» **TASK GOAL**
Lines of the data that contain the word "justify" are the ones to copy.

» **STUDY MATERIAL**
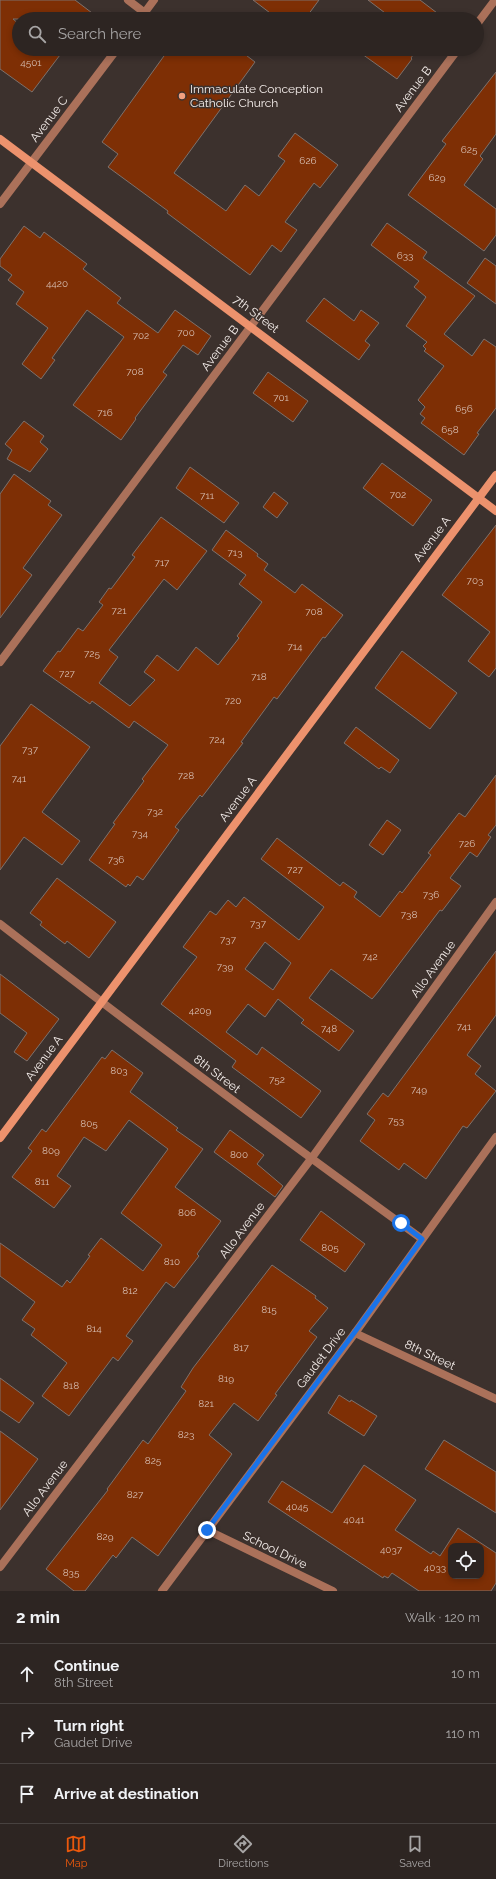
<!DOCTYPE html>
<html lang="en">
<head>
<meta charset="utf-8">
<style>
	:root { --surface:#2d2522; --page:#39312f; --text:#f1f3f6; --muted:#a7a5a5; --line:#484240; --accent:#ea580c }
	body { margin:0; font-family:Raleway,sans-serif; background:var(--page); color:var(--text) }
	.controls { position:absolute; right:12px; bottom:12px; display:grid; overflow:hidden; border-radius:8px; box-shadow:0 2px 6px #0003 }
	.controls button { width:36px; height:36px; display:grid; place-items:center; padding:0; border:0; border-bottom:1px solid var(--line); background:var(--surface); color:var(--text); font:20px sans-serif }
	.stop { position:absolute; width:12px; height:12px; margin:-9px; border:3px solid #1a73e8; border-radius:50%; background:#fff }
	.stop.end { background:#1a73e8; border-color:#fff; box-shadow:0 1px 4px #0008 }
	.list { margin:0; padding:0; list-style:none }
	h2 { display:flex; justify-content:space-between; align-items:center; height:52px; margin:0; padding:0 16px; font-size:17px }
	h2 small { font-size:13px; font-weight:400; color:var(--muted) }
	.list li { display:grid; grid-template-columns:26px 1fr auto; gap:12px; align-items:center; box-sizing:border-box; height:60px; padding:0 16px; border-top:1px solid var(--line) }
	.list b { display:block; font-size:15px; white-space:nowrap }
	.list p { margin:0; font-size:13px; white-space:nowrap; color:var(--muted) }
	.list em { font-size:13px; font-style:normal; color:var(--muted) }
	.icon { flex:none; width:22px; height:22px; fill:none; stroke:currentColor; stroke-width:2; stroke-linecap:round; stroke-linejoin:round }
	.map { position:relative; flex:none; width:496px; height:1591px; overflow:hidden }
	.search { position:absolute; background:var(--surface); box-shadow:0 2px 6px #0003; left:12px; right:12px; top:12px; height:44px; display:flex; align-items:center; gap:10px; box-sizing:border-box; padding:0 14px; border-radius:22px; color:var(--muted); font-size:15px }
	.sheet { height:232px; background:var(--surface) }
	nav { display:flex; justify-content:space-around; align-items:center; box-sizing:border-box; height:56px; border-top:1px solid var(--line); background:var(--surface); font-size:11px; color:var(--muted) }
	nav a { display:grid; justify-items:center; gap:2px }
	nav .on { color:var(--accent) }
	.map>svg:first-child { display:block }
</style>
</head>
<body>
<div class="map">
<svg width="496" height="1591" viewBox="0 0 496 1591">
	<rect width="100%" height="100%" fill="#3c312d"/>
	<g fill="#7e2f05" stroke="#7d716c" fill-rule="evenodd">
		<polygon points="0,0 75,0 100,19 13,19 19,24 19,49 52,49 60,55 32,92 0,69"/>
		<polygon points="253,0 319,0 305,19 278,19"/>
		<polygon points="368,0 420,0 441,16 438,19 393,19"/>
		<polygon points="169,49 238,49 255,62 174,173 226,211 245,185 259,196 285,161 278,156 295,133 338,165 320,188 314,183 285,222 297,230 281,252 272,245 250,275 167,213 168,211 108,167 118,154 102,142"/>
		<polygon points="355,49 417,49 411,58 412,59 397,79"/>
		<polygon points="496,72 496,134 480,156 483,159 464,185 496,209 496,235 484,251 408,195 446,144 442,141"/>
		<polygon points="387,223 427,252 423,258 475,296 444,334 472,356 484,339 496,347 496,408 477,433 479,434 464,455 421,423 425,418 420,414 425,407 418,400 444,366 424,351 426,349 423,346 427,342 406,326 426,297 414,287 419,281 371,245"/>
		<polygon points="24,226 40,238 44,232 87,264 83,269 121,298 117,303 158,333 175,310 211,336 198,355 183,345 163,372 167,375 135,418 136,419 121,440 73,405 124,337 87,310 52,358 55,360 41,379 22,364 48,328 16,304 24,292 8,280 12,275 0,266 0,259"/>
		<polygon points="485,258 496,266 496,304 467,283"/>
		<polygon points="324,298 354,321 361,310 379,323 365,341 370,345 359,360 306,321"/>
		<polygon points="268,372 308,401 293,422 253,393"/>
		<polygon points="24,421 44,436 40,442 48,449 30,472 7,459 12,450 5,444"/>
		<polygon points="382,463 432,500 413,526 363,488"/>
		<polygon points="190,467 239,503 224,523 176,488"/>
		<polygon points="14,474 51,501 48,505 62,515 23,568 32,575 0,618 0,494"/>
		<polygon points="274,492 288,503 277,518 263,507"/>
		<polygon points="161,517 207,551 177,590 164,579 109,650 118,657 99,683 130,706 155,680 144,672 157,655 178,671 196,647 218,665 239,638 237,636 262,602 239,584 246,575 212,550 226,530 258,554 257,556 268,564 264,570 295,593 302,584 343,615 325,638 323,637 277,699 274,697 241,742 243,743 202,797 200,795 175,827 179,830 143,880 137,876 130,886 128,884 126,887 89,860 115,824 113,823 144,781 142,779 168,745 134,721 129,728 92,701 90,704 43,671 58,651 60,652 78,628 83,631 103,605 99,602 109,588 111,589 135,557 132,555"/>
		<polygon points="496,525 496,668 489,677 468,661 490,632 442,595"/>
		<polygon points="402,651 457,693 430,729 375,688"/>
		<polygon points="31,704 90,747 42,812 80,841 62,865 24,837 0,870 0,746"/>
		<polygon points="356,727 399,760 390,773 381,767 379,769 344,743"/>
		<path d="M496 775V825L488 835 491 837 477 857 470 852 450 878 461 886 442 911 440 910 378 992 372 999 331 969 309 998 354 1031 339 1051 301 1023 304 1020 278 999 265 1017 248 1004 226 1032 257 1055 262 1047 321 1091 301 1118 232 1067 236 1061 161 1004 197 957 183 947 210 911 216 915 228 900 236 907 244 897 299 940 324 907 261 859 277 838 340 886 343 882 357 892 354 897 380 917 400 891 402 893 431 855 428 853 459 813 465 817ZM265 942 291 963 273 990 245 969Z"/>
		<polygon points="387,820 401,830 383,855 369,845"/>
		<polygon points="57,878 116,922 89,958 67,941 65,944 40,925 42,922 30,913"/>
		<polygon points="496,951 496,1015 467,1055 481,1066 475,1074 496,1091 467,1128 463,1126 426,1179 404,1163 399,1170 360,1141 375,1120 367,1114 383,1093 388,1097"/>
		<polygon points="0,974 59,1019 27,1061 14,1052 27,1033 0,1013"/>
		<polygon points="112,1050 143,1073 130,1092 178,1128 176,1130 203,1149 175,1187 221,1221 197,1254 199,1256 174,1288 166,1282 126,1336 133,1341 118,1361 113,1357 69,1416 42,1396 67,1363 31,1335 35,1329 22,1320 35,1302 0,1276 0,1243 62,1287 67,1280 70,1283 90,1256 88,1255 101,1238 143,1271 162,1245 121,1213 168,1149 129,1120 106,1151 84,1137 57,1176 71,1186 54,1208 12,1177 32,1151 28,1148 42,1129 46,1132 102,1057 105,1059"/>
		<polygon points="230,1130 264,1155 257,1164 283,1186 275,1197 214,1152"/>
		<polygon points="321,1211 365,1244 345,1272 300,1240"/>
		<polygon points="272,1265 316,1296 315,1298 328,1308 309,1331 317,1337 275,1394 277,1395 258,1421 234,1403 209,1435 232,1454 158,1556 132,1537 116,1558 113,1555 85,1591 74,1591 46,1569 108,1490 107,1489 143,1440 148,1444 186,1391 181,1387 193,1368"/>
		<polygon points="0,1378 34,1403 19,1423 0,1410"/>
		<polygon points="339,1395 350,1402 351,1400 377,1416 364,1436 328,1413"/>
		<polygon points="0,1431 38,1459 0,1510"/>
		<polygon points="444,1440 496,1472 496,1513 425,1469"/>
		<path d="M364 1465 416 1500 395 1530 431 1554 433 1551 440 1556 458 1528 496 1553V1583L491 1591H419L392 1573 388 1578 384 1576 383 1578 268 1502 282 1481 332 1513ZM451 1546H481V1576H451Z"/>
	</g>
	<g fill="none" stroke-linecap="round" stroke-linejoin="round">
		<g stroke="#ab715a" stroke-width="8">
			<polyline points="128,0 145,13"/>
			<polyline points="140,19 154,0"/>
			<polyline points="477,24 495,0"/>
			<polyline points="0,204 117,49"/>
			<polyline points="0,662 458,49"/>
			<path d="M0 924C139 1032 280 1136 422 1239"/>
			<polyline points="355,1333 496,1399"/>
			<polyline points="207,1530 333,1591"/>
			<polyline points="0,1567 311,1159 496,902"/>
			<polyline points="162,1591 355,1333 496,1137"/>
		</g>
		<g stroke="#ed926d" stroke-width="8">
			<polyline points="0,139 496,511"/>
			<polyline points="0,1138 496,475"/>
		</g>
	</g>
	<g fill="none" stroke-linecap="round" stroke-linejoin="round">
		<polyline stroke="#1a73e8" stroke-width="5" points="207,1530 354,1333 422,1239 401,1223"/>
	</g>
	<circle fill="#f2a080" stroke="#3c312d" stroke-width="1.5" cx="182" cy="96" r="4"/>
	<g text-anchor="middle" dominant-baseline="central" stroke-width="3" stroke-linejoin="round" paint-order="stroke">
		<g font-size="10" fill="#d7beb2">
			<text x="31" y="62">4501</text>
			<text x="469" y="149">625</text>
			<text x="308" y="160">626</text>
			<text x="437" y="177">629</text>
			<text x="405" y="255">633</text>
			<text x="57" y="283">4420</text>
			<text x="186" y="332">700</text>
			<text x="141" y="335">702</text>
			<text x="135" y="371">708</text>
			<text x="281" y="397">701</text>
			<text x="464" y="408">656</text>
			<text x="105" y="412">716</text>
			<text x="450" y="429">658</text>
			<text x="398" y="494">702</text>
			<text x="207" y="495">711</text>
			<text x="235" y="552">713</text>
			<text x="162" y="562">717</text>
			<text x="475" y="580">703</text>
			<text x="119" y="610">721</text>
			<text x="314" y="611">708</text>
			<text x="295" y="646">714</text>
			<text x="92" y="653">725</text>
			<text x="67" y="673">727</text>
			<text x="259" y="676">718</text>
			<text x="233" y="700">720</text>
			<text x="217" y="739">724</text>
			<text x="30" y="749">737</text>
			<text x="186" y="775">728</text>
			<text x="19" y="778">741</text>
			<text x="155" y="811">732</text>
			<text x="140" y="833">734</text>
			<text x="467" y="843">726</text>
			<text x="116" y="859">736</text>
			<text x="295" y="869">727</text>
			<text x="431" y="894">736</text>
			<text x="409" y="914">738</text>
			<text x="258" y="923">737</text>
			<text x="228" y="939">737</text>
			<text x="370" y="956">742</text>
			<text x="225" y="966">739</text>
			<text x="200" y="1010">4209</text>
			<text x="464" y="1026">741</text>
			<text x="329" y="1028">748</text>
			<text x="119" y="1070">803</text>
			<text x="277" y="1079">752</text>
			<text x="419" y="1089">749</text>
			<text x="396" y="1120">753</text>
			<text x="89" y="1123">805</text>
			<text x="51" y="1150">809</text>
			<text x="239" y="1154">800</text>
			<text x="42" y="1181">811</text>
			<text x="187" y="1212">806</text>
			<text x="330" y="1247">805</text>
			<text x="172" y="1261">810</text>
			<text x="130" y="1290">812</text>
			<text x="269" y="1309">815</text>
			<text x="94" y="1328">814</text>
			<text x="241" y="1347">817</text>
			<text x="226" y="1378">819</text>
			<text x="71" y="1385">818</text>
			<text x="206" y="1403">821</text>
			<text x="186" y="1434">823</text>
			<text x="153" y="1460">825</text>
			<text x="135" y="1494">827</text>
			<text x="297" y="1506">4045</text>
			<text x="354" y="1519">4041</text>
			<text x="105" y="1536">829</text>
			<text x="391" y="1549">4037</text>
			<text x="435" y="1567">4033</text>
			<text x="71" y="1572">835</text>
		</g>
		<g font-size="12" fill="#f5eeeb" stroke="#3c312d" text-anchor="start">
			<text x="190" y="89">Immaculate Conception<tspan x="190" dy="14">Catholic Church</tspan></text>
		</g>
		<g font-size="12" fill="#f5eeeb" stroke="#3c312d">
			<text transform="translate(413 89) rotate(-53)">Avenue B</text>
			<text transform="translate(49 119) rotate(-53)">Avenue C</text>
			<text transform="translate(256 314) rotate(37)">7th Street</text>
			<text transform="translate(220 348) rotate(-53)">Avenue B</text>
			<text transform="translate(432 539) rotate(-53)">Avenue A</text>
			<text transform="translate(238 799) rotate(-53)">Avenue A</text>
			<text transform="translate(433 969) rotate(-54)">Allo Avenue</text>
			<text transform="translate(44 1058) rotate(-53)">Avenue A</text>
			<text transform="translate(217 1074) rotate(37)">8th Street</text>
			<text transform="translate(242 1230) rotate(-53)">Allo Avenue</text>
			<text transform="translate(430 1355) rotate(25)">8th Street</text>
			<text transform="translate(321 1358) rotate(-53)">Gaudet Drive</text>
			<text transform="translate(45 1488) rotate(-53)">Allo Avenue</text>
			<text transform="translate(275 1550) rotate(26)">School Drive</text>
		</g>
	</g>
</svg>
<div class="controls">
<button><svg class="icon" aria-label="locate" viewBox="0 0 24 24"><circle cx="12" cy="12" r="6"/><path d="M12 2v4M12 18v4M2 12h4M18 12h4"/></svg></button>
</div>
<div class="stop" style="left:401px;top:1223px"></div>
<div class="stop end" style="left:207px;top:1530px"></div>
<div class="search"><svg class="icon" aria-label="search" viewBox="0 0 24 24"><circle cx="10" cy="10" r="6"/><path d="M15 15l6 6"/></svg>Search here</div>
</div>
<section class="sheet">
<h2>2 min<small>Walk · 120 m</small></h2>
<ul class="list">
<li><svg class="icon" aria-label="ahead" viewBox="0 0 24 24"><path d="M12 20V5M6 11l6-6 6 6"/></svg><div><b>Continue</b><p>8th Street</p></div><em>10 m</em></li>
<li><svg class="icon" aria-label="right" viewBox="0 0 24 24"><path d="M7 20v-9h11M14 6l5 5-5 5"/></svg><div><b>Turn right</b><p>Gaudet Drive</p></div><em>110 m</em></li>
<li><svg class="icon" aria-label="arrive" viewBox="0 0 24 24"><path d="M6 21V4h12l-3 4 3 4H6"/></svg><div><b>Arrive at destination</b></div></li>
</ul>
</section>
<nav>
<a class="on"><svg class="icon" aria-label="map" viewBox="0 0 24 24"><path d="M3 6l6-2 6 2 6-2v14l-6 2-6-2-6 2zM9 4v14M15 6v14"/></svg>Map</a>
<a><svg class="icon" aria-label="directions" viewBox="0 0 24 24"><path d="M12 3l9 9-9 9-9-9zM9 14v-3h6M13 9l2 2-2 2"/></svg>Directions</a>
<a><svg class="icon" aria-label="saved" viewBox="0 0 24 24"><path d="M7 4h10v16l-5-4-5 4z"/></svg>Saved</a>
</nav>
</body>
</html>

» **SOLUTION FOR THIS EXERCISE**
	h2 { display:flex; justify-content:space-between; align-items:center; height:52px; margin:0; padding:0 16px; font-size:17px }
	nav { display:flex; justify-content:space-around; align-items:center; box-sizing:border-box; height:56px; border-top:1px solid var(--line); background:var(--surface); font-size:11px; color:var(--muted) }
	nav a { display:grid; justify-items:center; gap:2px }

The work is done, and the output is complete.